Stored items:

BEGIN

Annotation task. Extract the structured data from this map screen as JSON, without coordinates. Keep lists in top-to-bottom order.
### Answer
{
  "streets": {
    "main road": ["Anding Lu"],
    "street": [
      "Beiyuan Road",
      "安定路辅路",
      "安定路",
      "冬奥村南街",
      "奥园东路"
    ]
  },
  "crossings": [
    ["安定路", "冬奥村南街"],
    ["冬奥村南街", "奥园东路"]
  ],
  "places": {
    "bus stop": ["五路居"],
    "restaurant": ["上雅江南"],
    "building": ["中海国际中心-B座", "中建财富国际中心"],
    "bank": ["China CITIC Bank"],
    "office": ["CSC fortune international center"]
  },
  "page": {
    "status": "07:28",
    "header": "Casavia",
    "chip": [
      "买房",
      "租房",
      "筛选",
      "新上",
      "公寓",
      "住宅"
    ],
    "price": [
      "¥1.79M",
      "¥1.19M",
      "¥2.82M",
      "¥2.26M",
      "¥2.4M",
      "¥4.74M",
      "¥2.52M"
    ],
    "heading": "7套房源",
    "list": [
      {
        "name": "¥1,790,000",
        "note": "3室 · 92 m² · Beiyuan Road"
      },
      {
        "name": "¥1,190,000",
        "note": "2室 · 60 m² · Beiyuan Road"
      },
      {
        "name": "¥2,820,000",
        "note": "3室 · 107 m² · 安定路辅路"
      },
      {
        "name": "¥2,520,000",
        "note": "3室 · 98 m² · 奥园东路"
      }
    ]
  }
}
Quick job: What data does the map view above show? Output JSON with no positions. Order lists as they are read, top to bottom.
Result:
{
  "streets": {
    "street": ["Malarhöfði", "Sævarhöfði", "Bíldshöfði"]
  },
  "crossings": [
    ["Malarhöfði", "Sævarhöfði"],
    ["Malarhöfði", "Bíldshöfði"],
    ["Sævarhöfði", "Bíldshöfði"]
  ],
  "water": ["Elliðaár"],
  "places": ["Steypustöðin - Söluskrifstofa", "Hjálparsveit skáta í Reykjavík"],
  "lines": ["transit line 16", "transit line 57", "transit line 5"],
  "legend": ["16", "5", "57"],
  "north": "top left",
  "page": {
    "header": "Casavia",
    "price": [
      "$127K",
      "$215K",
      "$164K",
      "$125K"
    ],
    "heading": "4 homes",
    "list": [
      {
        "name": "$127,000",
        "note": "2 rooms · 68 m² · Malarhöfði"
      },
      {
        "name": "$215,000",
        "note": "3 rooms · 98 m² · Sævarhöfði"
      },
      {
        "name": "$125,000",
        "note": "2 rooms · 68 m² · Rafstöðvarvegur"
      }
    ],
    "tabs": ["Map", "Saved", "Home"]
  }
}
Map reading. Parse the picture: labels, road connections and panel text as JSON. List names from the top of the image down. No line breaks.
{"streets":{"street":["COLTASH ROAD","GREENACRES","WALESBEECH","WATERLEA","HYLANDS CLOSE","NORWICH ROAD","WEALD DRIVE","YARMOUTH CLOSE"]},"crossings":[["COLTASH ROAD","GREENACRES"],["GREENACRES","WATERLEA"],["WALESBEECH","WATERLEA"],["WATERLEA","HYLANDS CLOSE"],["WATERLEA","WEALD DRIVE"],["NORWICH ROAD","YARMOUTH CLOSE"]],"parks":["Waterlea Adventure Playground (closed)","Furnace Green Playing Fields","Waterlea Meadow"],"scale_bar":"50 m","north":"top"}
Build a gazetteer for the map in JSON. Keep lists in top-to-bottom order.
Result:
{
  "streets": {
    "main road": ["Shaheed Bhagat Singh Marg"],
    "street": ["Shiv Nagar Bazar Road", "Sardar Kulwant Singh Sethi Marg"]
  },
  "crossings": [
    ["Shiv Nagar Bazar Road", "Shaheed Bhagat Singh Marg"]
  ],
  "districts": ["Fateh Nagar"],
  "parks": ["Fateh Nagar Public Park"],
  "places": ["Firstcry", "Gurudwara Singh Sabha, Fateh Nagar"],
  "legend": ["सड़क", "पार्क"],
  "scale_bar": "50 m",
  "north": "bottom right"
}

END

## WORK TASK
On how many lines of the records above does the word "north" appear? Answer with only that number.

## SOLUTION
3